───── Material provided ─────

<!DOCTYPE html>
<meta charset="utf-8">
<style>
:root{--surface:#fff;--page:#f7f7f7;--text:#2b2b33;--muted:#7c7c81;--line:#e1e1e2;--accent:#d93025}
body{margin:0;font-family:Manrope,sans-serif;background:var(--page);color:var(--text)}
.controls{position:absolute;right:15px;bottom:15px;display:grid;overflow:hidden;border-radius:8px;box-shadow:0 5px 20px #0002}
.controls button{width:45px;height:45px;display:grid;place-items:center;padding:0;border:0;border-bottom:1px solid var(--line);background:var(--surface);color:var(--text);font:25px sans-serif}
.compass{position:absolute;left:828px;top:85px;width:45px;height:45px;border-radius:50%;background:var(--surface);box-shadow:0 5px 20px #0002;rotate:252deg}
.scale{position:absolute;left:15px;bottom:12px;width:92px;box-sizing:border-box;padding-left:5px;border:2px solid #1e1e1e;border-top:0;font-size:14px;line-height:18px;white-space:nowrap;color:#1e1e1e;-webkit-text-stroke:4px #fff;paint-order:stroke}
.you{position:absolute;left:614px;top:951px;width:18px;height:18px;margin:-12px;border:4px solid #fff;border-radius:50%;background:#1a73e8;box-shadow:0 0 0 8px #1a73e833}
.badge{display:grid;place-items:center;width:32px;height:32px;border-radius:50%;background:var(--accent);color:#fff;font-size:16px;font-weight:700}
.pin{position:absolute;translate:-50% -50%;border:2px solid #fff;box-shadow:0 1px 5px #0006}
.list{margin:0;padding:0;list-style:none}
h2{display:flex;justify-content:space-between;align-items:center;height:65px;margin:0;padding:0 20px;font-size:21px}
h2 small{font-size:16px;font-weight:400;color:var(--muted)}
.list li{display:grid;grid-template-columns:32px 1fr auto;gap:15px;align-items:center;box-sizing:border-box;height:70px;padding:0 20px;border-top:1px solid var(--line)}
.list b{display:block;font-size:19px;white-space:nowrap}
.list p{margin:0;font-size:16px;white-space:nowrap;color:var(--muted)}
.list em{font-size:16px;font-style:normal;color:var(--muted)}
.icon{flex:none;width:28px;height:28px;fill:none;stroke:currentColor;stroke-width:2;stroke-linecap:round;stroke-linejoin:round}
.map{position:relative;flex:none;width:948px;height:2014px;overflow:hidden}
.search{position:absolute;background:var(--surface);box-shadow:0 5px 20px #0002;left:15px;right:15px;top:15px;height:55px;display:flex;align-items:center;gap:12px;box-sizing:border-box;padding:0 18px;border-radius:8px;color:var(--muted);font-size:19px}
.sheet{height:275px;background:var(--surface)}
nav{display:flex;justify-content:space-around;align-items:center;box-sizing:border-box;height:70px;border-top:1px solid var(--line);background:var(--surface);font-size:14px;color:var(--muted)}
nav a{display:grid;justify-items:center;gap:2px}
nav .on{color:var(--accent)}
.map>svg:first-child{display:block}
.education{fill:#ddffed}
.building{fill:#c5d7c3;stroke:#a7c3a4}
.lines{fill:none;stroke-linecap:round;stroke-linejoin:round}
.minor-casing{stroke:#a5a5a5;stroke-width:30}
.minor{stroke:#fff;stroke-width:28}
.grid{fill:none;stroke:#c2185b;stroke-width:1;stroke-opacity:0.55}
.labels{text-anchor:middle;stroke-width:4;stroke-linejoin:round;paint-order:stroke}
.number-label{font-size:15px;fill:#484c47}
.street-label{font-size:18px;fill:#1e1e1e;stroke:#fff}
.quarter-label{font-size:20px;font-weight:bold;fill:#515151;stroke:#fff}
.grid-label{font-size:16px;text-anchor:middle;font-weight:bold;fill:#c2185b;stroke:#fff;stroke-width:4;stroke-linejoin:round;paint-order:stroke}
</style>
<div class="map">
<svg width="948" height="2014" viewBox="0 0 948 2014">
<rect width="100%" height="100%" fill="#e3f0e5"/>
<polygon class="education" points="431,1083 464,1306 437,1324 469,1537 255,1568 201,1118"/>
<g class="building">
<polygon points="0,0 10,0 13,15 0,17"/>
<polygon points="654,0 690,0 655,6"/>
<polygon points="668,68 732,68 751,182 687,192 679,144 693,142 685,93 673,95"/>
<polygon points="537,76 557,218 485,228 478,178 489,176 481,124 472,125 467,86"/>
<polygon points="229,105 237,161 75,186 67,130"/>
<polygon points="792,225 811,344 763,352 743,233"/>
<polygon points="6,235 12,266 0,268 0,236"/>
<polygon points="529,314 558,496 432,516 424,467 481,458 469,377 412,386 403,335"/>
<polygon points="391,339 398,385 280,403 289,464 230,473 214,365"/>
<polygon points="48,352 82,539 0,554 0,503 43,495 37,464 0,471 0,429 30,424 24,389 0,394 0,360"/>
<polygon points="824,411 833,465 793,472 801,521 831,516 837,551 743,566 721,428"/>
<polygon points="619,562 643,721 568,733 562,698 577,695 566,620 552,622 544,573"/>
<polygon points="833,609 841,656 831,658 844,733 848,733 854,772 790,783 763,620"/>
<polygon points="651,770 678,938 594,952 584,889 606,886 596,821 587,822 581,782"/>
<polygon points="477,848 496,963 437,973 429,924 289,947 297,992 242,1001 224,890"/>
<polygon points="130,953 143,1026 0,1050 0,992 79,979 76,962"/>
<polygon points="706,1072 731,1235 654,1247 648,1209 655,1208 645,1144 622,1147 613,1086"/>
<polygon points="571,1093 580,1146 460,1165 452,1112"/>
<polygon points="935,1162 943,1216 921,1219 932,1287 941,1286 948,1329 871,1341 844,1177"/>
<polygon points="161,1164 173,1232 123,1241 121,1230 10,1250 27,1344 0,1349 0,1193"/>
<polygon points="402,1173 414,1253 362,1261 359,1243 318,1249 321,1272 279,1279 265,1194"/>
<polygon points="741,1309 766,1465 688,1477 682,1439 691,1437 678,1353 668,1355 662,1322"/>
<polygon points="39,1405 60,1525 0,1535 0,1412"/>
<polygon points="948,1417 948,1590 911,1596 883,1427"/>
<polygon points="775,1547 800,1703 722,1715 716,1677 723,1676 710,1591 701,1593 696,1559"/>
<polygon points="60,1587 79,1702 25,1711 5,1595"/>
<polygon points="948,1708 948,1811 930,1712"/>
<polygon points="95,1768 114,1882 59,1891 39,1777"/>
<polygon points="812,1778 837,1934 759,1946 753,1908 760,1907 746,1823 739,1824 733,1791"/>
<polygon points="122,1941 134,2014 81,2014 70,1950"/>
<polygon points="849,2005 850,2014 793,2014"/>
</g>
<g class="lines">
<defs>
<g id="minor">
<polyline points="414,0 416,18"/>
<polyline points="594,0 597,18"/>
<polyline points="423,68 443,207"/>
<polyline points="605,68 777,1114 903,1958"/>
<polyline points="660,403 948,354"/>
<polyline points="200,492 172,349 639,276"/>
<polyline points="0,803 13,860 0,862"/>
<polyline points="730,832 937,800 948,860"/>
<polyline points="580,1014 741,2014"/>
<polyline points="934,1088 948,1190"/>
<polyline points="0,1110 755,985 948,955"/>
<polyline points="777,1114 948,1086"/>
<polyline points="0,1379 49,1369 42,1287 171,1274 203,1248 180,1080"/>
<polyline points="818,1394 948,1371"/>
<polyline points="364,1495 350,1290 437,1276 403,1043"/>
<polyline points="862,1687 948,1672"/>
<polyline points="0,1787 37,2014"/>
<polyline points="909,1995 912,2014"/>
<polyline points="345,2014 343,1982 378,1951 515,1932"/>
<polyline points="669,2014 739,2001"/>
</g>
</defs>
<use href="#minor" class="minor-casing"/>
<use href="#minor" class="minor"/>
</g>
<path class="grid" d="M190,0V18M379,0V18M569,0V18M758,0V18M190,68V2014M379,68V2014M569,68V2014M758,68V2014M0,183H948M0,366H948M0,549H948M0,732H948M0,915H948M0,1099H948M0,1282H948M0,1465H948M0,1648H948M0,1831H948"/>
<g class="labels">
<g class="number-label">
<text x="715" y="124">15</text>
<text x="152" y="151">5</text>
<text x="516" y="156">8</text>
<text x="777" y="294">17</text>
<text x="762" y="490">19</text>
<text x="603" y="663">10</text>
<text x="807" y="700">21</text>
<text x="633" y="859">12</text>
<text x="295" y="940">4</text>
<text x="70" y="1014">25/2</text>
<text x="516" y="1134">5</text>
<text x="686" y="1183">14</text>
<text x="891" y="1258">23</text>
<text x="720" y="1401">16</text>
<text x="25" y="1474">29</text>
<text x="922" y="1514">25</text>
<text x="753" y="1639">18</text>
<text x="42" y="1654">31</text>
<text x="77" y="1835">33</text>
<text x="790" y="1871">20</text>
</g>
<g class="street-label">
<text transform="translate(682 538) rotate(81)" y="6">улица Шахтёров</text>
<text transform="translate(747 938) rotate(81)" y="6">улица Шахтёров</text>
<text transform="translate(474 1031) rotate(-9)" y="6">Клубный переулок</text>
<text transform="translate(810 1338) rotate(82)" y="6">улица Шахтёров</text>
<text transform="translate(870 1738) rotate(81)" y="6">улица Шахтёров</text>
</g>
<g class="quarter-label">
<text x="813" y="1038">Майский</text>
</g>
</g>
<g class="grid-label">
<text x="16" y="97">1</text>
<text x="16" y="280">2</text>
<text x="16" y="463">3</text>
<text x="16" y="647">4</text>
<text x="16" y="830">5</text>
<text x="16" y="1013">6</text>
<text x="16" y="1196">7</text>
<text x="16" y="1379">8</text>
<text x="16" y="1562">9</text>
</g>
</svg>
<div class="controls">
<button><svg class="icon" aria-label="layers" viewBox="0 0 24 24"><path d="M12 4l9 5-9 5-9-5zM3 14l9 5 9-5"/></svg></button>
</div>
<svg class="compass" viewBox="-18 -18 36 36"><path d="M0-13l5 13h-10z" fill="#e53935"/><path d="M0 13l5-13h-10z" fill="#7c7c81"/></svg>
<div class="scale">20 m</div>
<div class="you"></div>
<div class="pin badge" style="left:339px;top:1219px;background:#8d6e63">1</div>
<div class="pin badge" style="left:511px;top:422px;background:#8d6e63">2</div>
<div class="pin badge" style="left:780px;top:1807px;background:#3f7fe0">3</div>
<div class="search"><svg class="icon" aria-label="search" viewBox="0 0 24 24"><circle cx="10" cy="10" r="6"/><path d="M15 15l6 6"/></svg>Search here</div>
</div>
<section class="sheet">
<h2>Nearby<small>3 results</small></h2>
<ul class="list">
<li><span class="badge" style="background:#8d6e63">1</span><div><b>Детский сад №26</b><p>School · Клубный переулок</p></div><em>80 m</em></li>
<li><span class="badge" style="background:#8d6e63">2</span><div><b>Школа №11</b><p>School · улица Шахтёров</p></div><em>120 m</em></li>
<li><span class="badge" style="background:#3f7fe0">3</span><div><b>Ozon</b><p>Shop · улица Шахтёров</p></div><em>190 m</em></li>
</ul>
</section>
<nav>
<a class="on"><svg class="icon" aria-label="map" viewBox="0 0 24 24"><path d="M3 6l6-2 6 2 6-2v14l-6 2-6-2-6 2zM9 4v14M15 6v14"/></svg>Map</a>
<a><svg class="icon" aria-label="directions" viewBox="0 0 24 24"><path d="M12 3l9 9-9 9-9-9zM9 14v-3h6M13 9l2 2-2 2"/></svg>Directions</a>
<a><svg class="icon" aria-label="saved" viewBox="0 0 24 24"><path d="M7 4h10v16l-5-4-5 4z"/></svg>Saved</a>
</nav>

─────
───── Material provided ─────

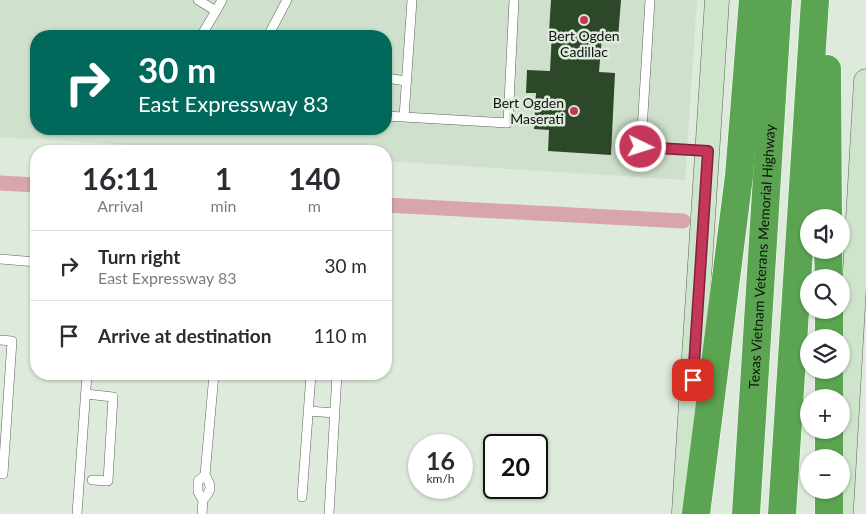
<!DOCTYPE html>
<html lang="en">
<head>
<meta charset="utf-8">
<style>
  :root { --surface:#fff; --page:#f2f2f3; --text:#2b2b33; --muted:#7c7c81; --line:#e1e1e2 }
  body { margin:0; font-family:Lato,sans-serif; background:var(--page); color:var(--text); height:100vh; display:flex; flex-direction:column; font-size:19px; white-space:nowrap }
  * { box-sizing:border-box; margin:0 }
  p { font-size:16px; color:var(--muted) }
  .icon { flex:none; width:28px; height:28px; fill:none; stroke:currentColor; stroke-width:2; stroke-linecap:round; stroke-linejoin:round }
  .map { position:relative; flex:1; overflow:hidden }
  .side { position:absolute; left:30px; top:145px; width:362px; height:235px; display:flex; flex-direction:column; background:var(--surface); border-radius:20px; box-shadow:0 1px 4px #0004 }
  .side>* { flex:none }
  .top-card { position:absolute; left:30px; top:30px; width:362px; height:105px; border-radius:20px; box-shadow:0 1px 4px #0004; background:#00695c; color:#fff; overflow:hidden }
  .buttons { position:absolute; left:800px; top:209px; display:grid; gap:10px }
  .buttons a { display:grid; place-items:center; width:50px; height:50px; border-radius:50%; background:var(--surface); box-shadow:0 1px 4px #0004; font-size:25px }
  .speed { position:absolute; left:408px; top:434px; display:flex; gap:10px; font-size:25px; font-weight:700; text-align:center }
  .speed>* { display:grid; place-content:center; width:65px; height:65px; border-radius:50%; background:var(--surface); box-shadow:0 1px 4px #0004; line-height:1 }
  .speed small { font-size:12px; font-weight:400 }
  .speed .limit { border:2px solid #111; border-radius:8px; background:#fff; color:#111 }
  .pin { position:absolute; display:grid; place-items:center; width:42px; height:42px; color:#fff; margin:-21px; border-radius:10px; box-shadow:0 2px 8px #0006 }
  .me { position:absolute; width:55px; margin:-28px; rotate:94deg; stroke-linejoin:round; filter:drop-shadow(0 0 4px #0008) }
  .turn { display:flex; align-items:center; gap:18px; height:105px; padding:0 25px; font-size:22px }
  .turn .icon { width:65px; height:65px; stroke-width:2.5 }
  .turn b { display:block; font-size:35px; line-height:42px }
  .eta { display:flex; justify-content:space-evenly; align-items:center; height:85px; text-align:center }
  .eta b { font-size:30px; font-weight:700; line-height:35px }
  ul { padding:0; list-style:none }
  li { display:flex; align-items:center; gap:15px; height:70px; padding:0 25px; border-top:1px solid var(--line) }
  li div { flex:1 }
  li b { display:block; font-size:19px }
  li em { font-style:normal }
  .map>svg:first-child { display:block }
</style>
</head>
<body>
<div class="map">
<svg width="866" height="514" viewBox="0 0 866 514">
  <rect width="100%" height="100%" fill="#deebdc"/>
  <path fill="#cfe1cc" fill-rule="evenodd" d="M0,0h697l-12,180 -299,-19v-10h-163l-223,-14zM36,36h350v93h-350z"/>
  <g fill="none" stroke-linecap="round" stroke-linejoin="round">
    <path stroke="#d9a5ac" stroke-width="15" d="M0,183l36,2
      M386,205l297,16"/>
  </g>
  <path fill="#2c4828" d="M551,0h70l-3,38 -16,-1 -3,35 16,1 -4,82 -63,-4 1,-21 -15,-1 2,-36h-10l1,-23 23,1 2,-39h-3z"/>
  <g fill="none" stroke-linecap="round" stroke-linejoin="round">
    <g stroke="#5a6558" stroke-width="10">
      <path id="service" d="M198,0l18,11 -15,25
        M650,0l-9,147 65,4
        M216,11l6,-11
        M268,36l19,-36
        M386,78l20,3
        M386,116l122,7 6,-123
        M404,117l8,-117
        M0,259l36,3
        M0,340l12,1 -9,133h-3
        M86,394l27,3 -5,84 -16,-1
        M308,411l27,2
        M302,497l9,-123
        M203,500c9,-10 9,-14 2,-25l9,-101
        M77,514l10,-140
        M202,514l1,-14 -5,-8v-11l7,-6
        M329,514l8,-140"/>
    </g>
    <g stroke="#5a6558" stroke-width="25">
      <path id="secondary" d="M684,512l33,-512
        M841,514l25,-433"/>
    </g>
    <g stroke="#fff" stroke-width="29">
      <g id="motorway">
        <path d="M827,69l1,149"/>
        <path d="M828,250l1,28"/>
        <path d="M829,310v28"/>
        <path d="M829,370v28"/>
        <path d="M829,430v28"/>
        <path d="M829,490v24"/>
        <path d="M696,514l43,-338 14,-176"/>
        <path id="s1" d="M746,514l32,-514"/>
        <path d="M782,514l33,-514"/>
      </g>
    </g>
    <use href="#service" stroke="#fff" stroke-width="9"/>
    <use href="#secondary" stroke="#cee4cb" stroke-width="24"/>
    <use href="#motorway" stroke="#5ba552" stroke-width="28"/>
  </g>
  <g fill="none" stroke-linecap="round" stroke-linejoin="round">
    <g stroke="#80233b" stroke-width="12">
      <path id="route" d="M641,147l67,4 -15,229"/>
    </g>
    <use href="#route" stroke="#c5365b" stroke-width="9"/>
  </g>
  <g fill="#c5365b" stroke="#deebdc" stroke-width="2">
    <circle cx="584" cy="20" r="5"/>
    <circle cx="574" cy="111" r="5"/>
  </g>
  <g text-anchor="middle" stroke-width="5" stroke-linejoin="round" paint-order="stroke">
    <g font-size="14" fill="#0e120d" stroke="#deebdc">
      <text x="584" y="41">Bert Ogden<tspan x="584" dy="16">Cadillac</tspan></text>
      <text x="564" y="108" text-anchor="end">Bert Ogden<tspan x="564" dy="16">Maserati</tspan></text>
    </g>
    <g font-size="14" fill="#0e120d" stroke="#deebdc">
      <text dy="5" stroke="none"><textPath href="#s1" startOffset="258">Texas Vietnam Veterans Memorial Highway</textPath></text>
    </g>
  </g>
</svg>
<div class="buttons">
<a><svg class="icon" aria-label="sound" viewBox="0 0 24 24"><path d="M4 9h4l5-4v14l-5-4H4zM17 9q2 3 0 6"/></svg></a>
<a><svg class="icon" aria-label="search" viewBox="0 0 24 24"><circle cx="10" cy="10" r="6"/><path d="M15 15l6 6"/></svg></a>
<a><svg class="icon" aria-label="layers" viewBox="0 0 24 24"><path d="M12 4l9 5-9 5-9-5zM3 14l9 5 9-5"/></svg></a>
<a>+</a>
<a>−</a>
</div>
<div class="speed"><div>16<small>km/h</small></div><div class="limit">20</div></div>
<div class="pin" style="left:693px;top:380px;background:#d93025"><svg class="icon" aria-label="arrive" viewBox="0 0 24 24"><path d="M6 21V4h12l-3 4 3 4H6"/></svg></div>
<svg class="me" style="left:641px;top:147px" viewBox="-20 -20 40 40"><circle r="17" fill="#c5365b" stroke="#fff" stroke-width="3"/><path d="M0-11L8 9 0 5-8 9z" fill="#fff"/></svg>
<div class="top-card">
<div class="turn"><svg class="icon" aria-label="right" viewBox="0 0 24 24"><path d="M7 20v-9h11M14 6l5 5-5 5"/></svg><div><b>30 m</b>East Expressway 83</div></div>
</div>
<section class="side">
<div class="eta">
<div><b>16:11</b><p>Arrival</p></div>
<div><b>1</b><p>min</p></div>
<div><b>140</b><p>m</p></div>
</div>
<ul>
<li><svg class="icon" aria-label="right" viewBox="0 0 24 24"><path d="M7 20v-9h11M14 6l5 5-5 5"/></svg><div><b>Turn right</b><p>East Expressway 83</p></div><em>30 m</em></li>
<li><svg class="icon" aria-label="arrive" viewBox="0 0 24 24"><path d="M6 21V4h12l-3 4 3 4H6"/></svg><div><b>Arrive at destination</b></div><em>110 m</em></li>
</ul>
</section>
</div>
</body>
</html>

─────

What to produce - Across the preceding records, count the lines with the word "buttons" in them and give that figure alone.

Exercise output - 3